Estaba doña Clementina, llena de arrugas; el nieto de don Braulio, que era un poco bizco; el
chico del almacén, que era petiso; Antonia, llena de pecas… y chicos que usaban aparatos en
los dientes, chicos que a veces se comían las uñas, chicos que a veces se hacían pis encima,
chicos con mocos, mucha- chos que clavaban los dientes en sánguches de milanesa porque
tenían hambre y chicas un poco despeinadas porque había viento. Los sábados por la noche el
Club de los Perfectos estaba siempre rodeado de floridenses. Y fue por eso que, cuando pasó
lo que tenía que pasar, hubo muchos que pudieron contarlo. Resulta que estaban ahí los
Perfectos, tan perfectos como siempre reunidos alrededor de la mesa, perfectamente
bronceados porque era verano y perfectamente frescos y perfumados, cuando pasó lo que
tenía que pasar. Pasó una cucaracha. Una cucaracha lisita, negra, brillante, en cierto modo una
cucaracha perfecta, que trepó lentamente por el mantel almidonado y empezó a caminar,
perfectamente serena, por entre los platos. El primero que la vio fue un Perfecto de saco
blanco y corbata a rayas, perfectamente rubio. La cucaracha se acercaba, pacíficamente, hacia
su plato. El Perfecto rubio se puso de pie… demasiado bruscamente, porque volcó la silla,
empujó con el codo el plato decorado, que se estrelló contra el piso, y derramó el vino tinto de
su copa labrada sobre la Perfecta de vestido blanco. La cucaracha entre tanto, posiblemente
sorda y seguramente valiente, seguía recorriendo la mesa, desviándose sin sobresaltos cuando
se le interponía algún plato. Los Perfectos en cambio sí que parecían sobresaltados. Había
algunos que se subían a las sillas y gritaban pidiendo ayuda, y otros que se comían velozmente
las uñas acurrucados en los rincones. Había algunos que lloraban a moco tendido y otros que,
de puro nerviosos, se reían a carcajadas. El mantel ya no parecía el mismo, lleno como estaba
de platos rotos y copas volcadas. Y serena, parsimoniosa la manchita negra y lustrosa
proseguía su camino. Los floridenses que estaban junto a la reja al principio no entendían. Se
agolpaban para ver mejor, los de la primera fila les pasaban noticias a los de atrás. Aníbal, el
relator de los partidos amistosos, se trepó a lo alto de la verja y empezó a transmitir los
acontecimientos: –El Perfecto de la Camisa a Cuadros se cae de espaldas. Rueda. Quiere
ponerse de pie, trastabilla y cae sobre la Perfecta del Collar de Nácar. La Perfecta del Collar de
Nácar pierde la peluca. Se arroja al suelo y camina en cuatro patas tratando de recuperarla. El
Perfecto del Traje Azul tropieza con ella, pierde el equilibrio y cae… Cae también su dentadura,
que golpea ruidosamente contra la pata de la mesa… Arrugados, despeinados, manchados y
llorosos, los Perfectos fueron abandonando la casa de la calle Warnes. Los floridenses los
miraban salir y no podían casi reconocerlos. Algunos estaban pálidos. Otros parecían viejos.
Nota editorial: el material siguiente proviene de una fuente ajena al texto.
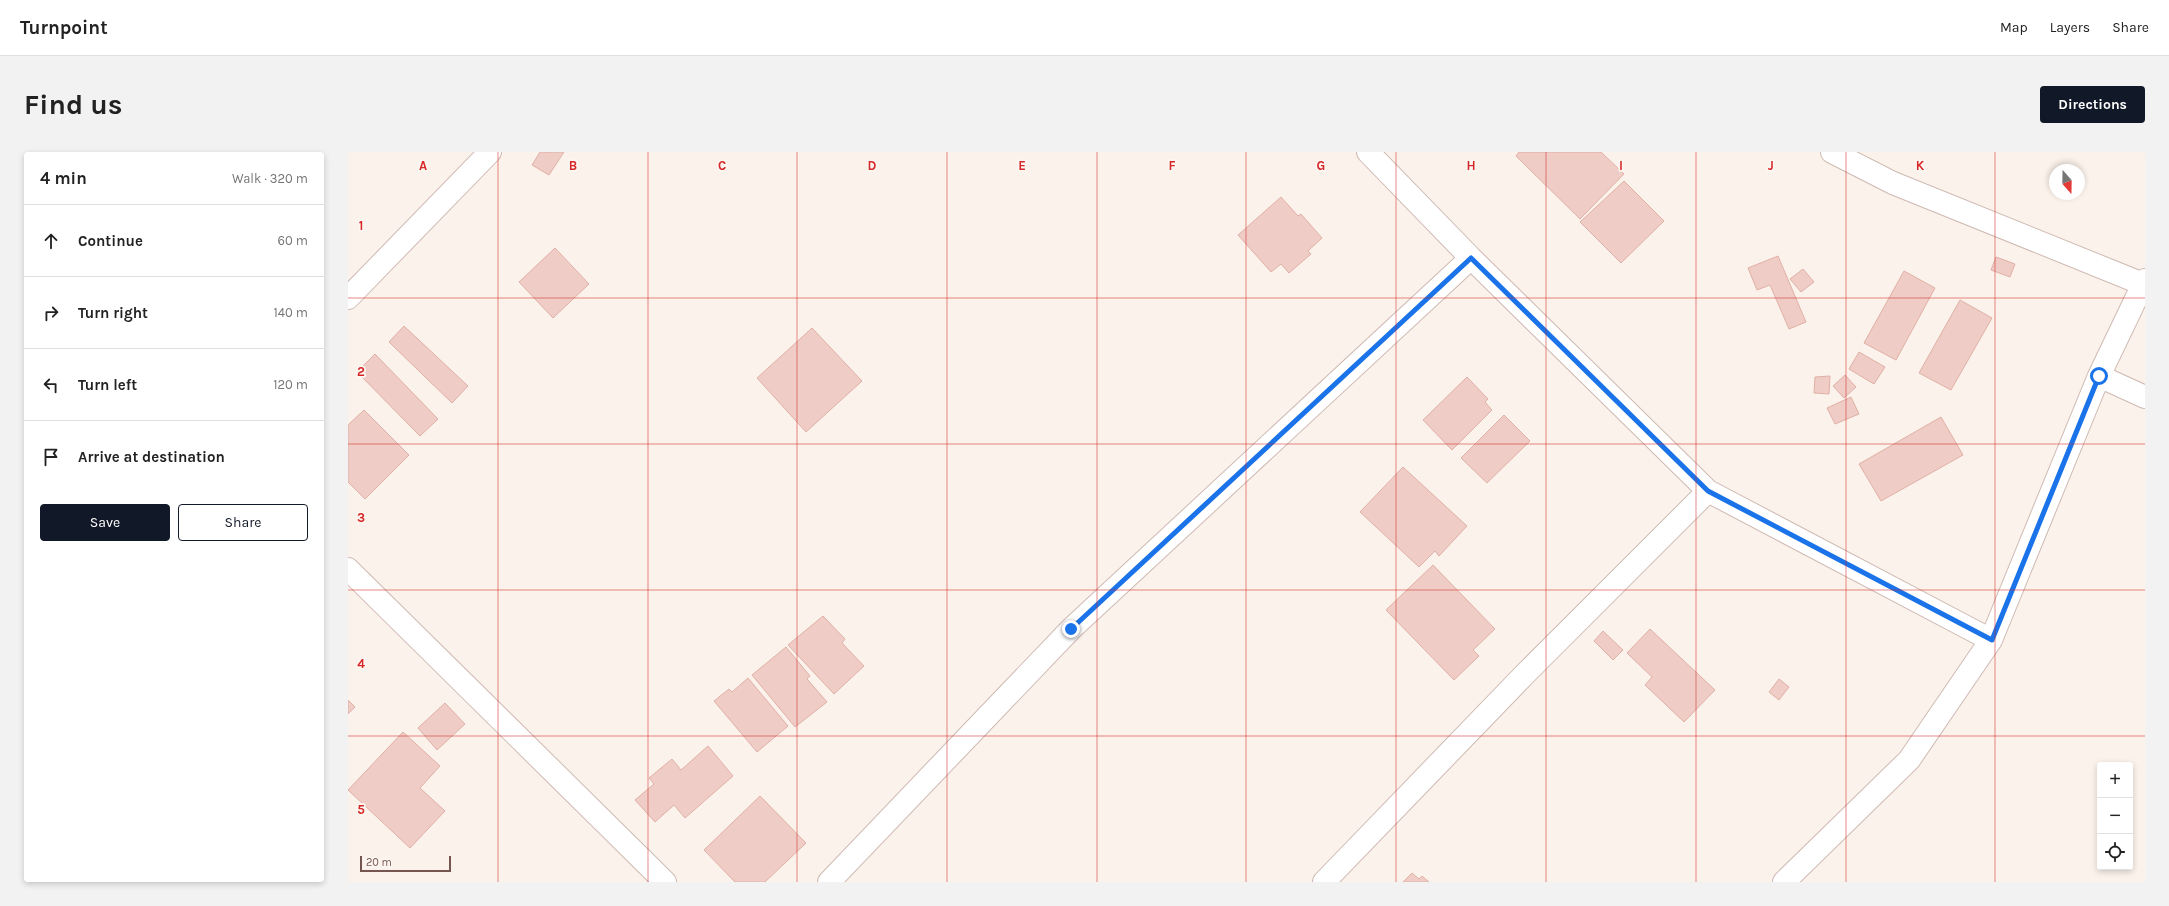 <!DOCTYPE html>
<html lang="en">
<head>
<meta charset="utf-8">
<style>
  :root { --surface:#fff; --page:#f2f2f2; --text:#222; --muted:#767676; --line:#e0e0e0; --accent:#111827 }
  body { margin:0; font-family:Karla,sans-serif; background:var(--page); color:var(--text) }
  .controls { position:absolute; right:12px; bottom:12px; display:grid; overflow:hidden; border-radius:4px; box-shadow:0 2px 6px #0003 }
  .controls button { width:36px; height:36px; display:grid; place-items:center; padding:0; border:0; border-bottom:1px solid var(--line); background:var(--surface); color:var(--text); font:20px sans-serif }
  .compass { position:absolute; left:1701px; top:12px; width:36px; height:36px; border-radius:50%; background:var(--surface); box-shadow:0 2px 6px #0003; rotate:160deg }
  .scale { position:absolute; left:12px; bottom:10px; width:91px; box-sizing:border-box; padding-left:4px; border:2px solid #75554f; border-top:0; font-size:11px; line-height:14px; white-space:nowrap; color:#75554f; -webkit-text-stroke:3px #fef6f1; paint-order:stroke }
  .stop { position:absolute; width:12px; height:12px; margin:-9px; border:3px solid #1a73e8; border-radius:50%; background:#fff }
  .stop.end { background:#1a73e8; border-color:#fff; box-shadow:0 1px 4px #0008 }
  .list { margin:0; padding:0; list-style:none }
  h2 { display:flex; justify-content:space-between; align-items:center; height:52px; margin:0; padding:0 16px; font-size:17px }
  h2 small { font-size:13px; font-weight:400; color:var(--muted) }
  .list li { display:grid; grid-template-columns:26px 1fr auto; gap:12px; align-items:center; box-sizing:border-box; height:72px; padding:0 16px; border-top:1px solid var(--line) }
  .list b { display:block; font-size:15px; white-space:nowrap }
  .list em { font-size:13px; font-style:normal; color:var(--muted) }
  .actions { display:flex; gap:8px; padding:12px 16px }
  .actions a { flex:1; padding:9px 0; border:1px solid var(--accent); border-radius:4px; text-align:center; font-size:14px; color:var(--accent) }
  .actions .main { background:var(--accent); color:#fff }
  .icon { flex:none; width:22px; height:22px; fill:none; stroke:currentColor; stroke-width:2; stroke-linecap:round; stroke-linejoin:round }
  .map { position:relative; flex:none; width:1797px; height:730px; overflow:hidden; border-radius:4px }
  header { display:flex; align-items:center; gap:24px; box-sizing:border-box; height:56px; padding:0 20px; background:var(--surface); border-bottom:1px solid var(--line) }
  header strong { font-size:19px }
  nav { display:flex; gap:22px; margin-inline-start:auto; font-size:14px }
  .intro { display:flex; align-items:center; justify-content:space-between; box-sizing:border-box; height:96px; padding:0 24px }
  h1 { margin:0; font-size:28px }
  .button { padding:10px 18px; border-radius:4px; background:var(--accent); color:#fff; font-size:14px; font-weight:700 }
  main { display:flex; gap:24px; padding:0 24px }
  aside { flex:1; background:var(--surface); border-radius:4px; box-shadow:0 2px 6px #0003 }
  .map>svg:first-child { display:block }
  .building { fill:#efccc5; stroke:#e0b0a6 }
  .lines { fill:none; stroke-linecap:round; stroke-linejoin:round }
  .minor-casing { stroke:#cfbab3; stroke-width:24 }
  .minor { stroke:#fff; stroke-width:22 }
  .route { stroke:#1a73e8; stroke-width:5 }
  .grid { fill:none; stroke:#d62828; stroke-width:1; stroke-opacity:0.55 }
  .grid-label { font-size:13px; text-anchor:middle; font-weight:bold; fill:#d62828; stroke:#fef6f1; stroke-width:3.5; stroke-linejoin:round; paint-order:stroke }
</style>
</head>
<body>
<header>
<strong>Turnpoint</strong>
<nav><a>Map</a><a>Layers</a><a>Share</a></nav>
</header>
<div class="intro"><h1>Find us</h1><a class="button">Directions</a></div>
<main>
<aside>
<h2>4 min<small>Walk · 320 m</small></h2>
<ul class="list">
<li><svg class="icon" aria-label="ahead" viewBox="0 0 24 24"><path d="M12 20V5M6 11l6-6 6 6"/></svg><div><b>Continue</b></div><em>60 m</em></li>
<li><svg class="icon" aria-label="right" viewBox="0 0 24 24"><path d="M7 20v-9h11M14 6l5 5-5 5"/></svg><div><b>Turn right</b></div><em>140 m</em></li>
<li><svg class="icon" aria-label="left" viewBox="0 0 24 24"><path d="M17 20v-9H6M10 6l-5 5 5 5"/></svg><div><b>Turn left</b></div><em>120 m</em></li>
<li><svg class="icon" aria-label="arrive" viewBox="0 0 24 24"><path d="M6 21V4h12l-3 4 3 4H6"/></svg><div><b>Arrive at destination</b></div></li>
</ul>
<div class="actions"><a class="main">Save</a><a>Share</a></div>
</aside>
<div class="map">
<svg width="1797" height="730" viewBox="0 0 1797 730">
  <rect width="100%" height="100%" fill="#fbf2eb"/>
  <!-- building -->
  <path class="building" d="M192,0H216L201,23L184,13Z
    M1171,0H1253L1276,22L1232,67L1168,4Z
    M1276,29L1316,69L1273,111L1232,70Z
    M933,45L950,64L953,62L974,86L960,99L963,102L941,121L933,112L923,120L890,83Z
    M207,96L241,132L205,166L171,130Z
    M1430,104L1458,170L1441,177L1422,133L1409,138L1400,116Z
    M1648,105L1667,112L1662,125L1643,118Z
    M1455,117L1466,130L1453,140L1442,127Z
    M1556,119L1587,136L1548,208L1516,191Z
    M1612,148L1644,166L1603,238L1571,221Z
    M56,174L120,234L104,251L41,190Z
    M464,176L514,229L458,280L409,226Z
    M1511,200L1537,215L1526,232L1501,217Z
    M27,202L90,267L72,284L9,220Z
    M1497,223L1508,235L1496,246L1485,234Z
    M1482,224L1481,242L1466,241L1467,225Z
    M1119,225L1140,247L1137,250L1144,258L1104,298L1075,268Z
    M1503,245L1511,262L1487,272L1479,256Z
    M16,258L61,303L17,347L0,330V273Z
    M1156,263L1182,289L1139,331L1113,306Z
    M1593,265L1615,303L1533,349L1511,312Z
    M1055,315L1119,374L1091,404L1087,399L1071,415L1012,360Z
    M1085,413L1147,477L1125,498L1131,504L1106,528L1038,458Z
    M475,464L497,487L494,491L516,514L486,542L440,493Z
    M1302,477L1367,538L1336,570L1297,533L1304,525L1279,501Z
    M1255,479L1275,498L1265,508L1246,489Z
    M438,495L462,524L459,527L479,550L447,575L404,523Z
    M400,526L440,574L409,600L366,549L381,537L384,540Z
    M1431,527L1441,535L1431,548L1421,540Z
    M0,548L7,555L0,562Z
    M97,551L117,572L89,598L70,576Z
    M55,580L92,614L72,636L97,659L62,696L0,638Z
    M360,594L385,624L337,666L326,653L307,670L287,648L306,632L301,626L324,607L333,618Z
    M412,644L458,691L417,730H387L356,698Z
    M1064,721L1071,727L1074,724L1081,730H1055Z"/>
  <g class="lines">
    <defs>
      <path id="minor" d="M1020,0L1123,106L1360,339L1643,488
        M1484,0L1545,31L1795,132
        M0,146L142,0
        M1751,224L1797,245
        M0,417L317,730
        M481,730L723,477L1123,106
        M976,730L1177,522L1360,339
        M1436,730L1561,608L1643,488L1751,224L1797,128"/>
    </defs>
    <!-- minor casing -->
    <use href="#minor" class="minor-casing"/>
    <!-- minor -->
    <use href="#minor" class="minor"/>
  </g>
  <g class="lines">
    <!-- route -->
    <path class="route" d="M723,477L1123,106L1360,339L1644,488L1751,224"/>
  </g>
  <!-- grid -->
  <path class="grid" d="M150,0V730M300,0V730M449,0V730M599,0V730M749,0V730M898,0V730M1048,0V730M1198,0V730M1348,0V730M1498,0V730M1647,0V730M0,146H1797M0,292H1797M0,438H1797M0,584H1797"/>
  <g class="grid-label">
    <text x="75" y="18">A</text>
    <text x="225" y="18">B</text>
    <text x="374" y="18">C</text>
    <text x="524" y="18">D</text>
    <text x="674" y="18">E</text>
    <text x="824" y="18">F</text>
    <text x="973" y="18">G</text>
    <text x="1123" y="18">H</text>
    <text x="1273" y="18">I</text>
    <text x="1423" y="18">J</text>
    <text x="1572" y="18">K</text>
    <text x="13" y="78">1</text>
    <text x="13" y="224">2</text>
    <text x="13" y="370">3</text>
    <text x="13" y="516">4</text>
    <text x="13" y="662">5</text>
  </g>
</svg>
<div class="controls">
<button>+</button>
<button>−</button>
<button><svg class="icon" aria-label="locate" viewBox="0 0 24 24"><circle cx="12" cy="12" r="6"/><path d="M12 2v4M12 18v4M2 12h4M18 12h4"/></svg></button>
</div>
<svg class="compass" viewBox="-18 -18 36 36"><path d="M0-13l5 13h-10z" fill="#e53935"/><path d="M0 13l5-13h-10z" fill="#767676"/></svg>
<div class="scale">20 m</div>
<div class="stop" style="left:1751px;top:224px"></div>
<div class="stop end" style="left:723px;top:477px"></div>
</div>
</main>
</body>
</html>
Algunos, si se los miraba bien, eran francamente gordos. Y todos, uno por uno, estaban
muertos de miedo. A los floridenses más burlones les daba un poco de risa. Los floridenses
más comprensivos les sonreían y les daban la bienvenida: al fin de cuentas no era tan malo
estar de este lado de la reja. De más está decir que ese mismo día se disolvió el Club de los
Perfectos. Y cuentan en el barrio que los sábados por la tarde algunos de los que fueron sus
socios llegan cansados y hambrientos del Deportivo Santa Rita y que otros van, un poco
despeinados, al Social Juan B. Justo. Cuentan también que en la casa de la calle Warnes ahora
crecen malvones. Y parece que así es mucho mejor que antes.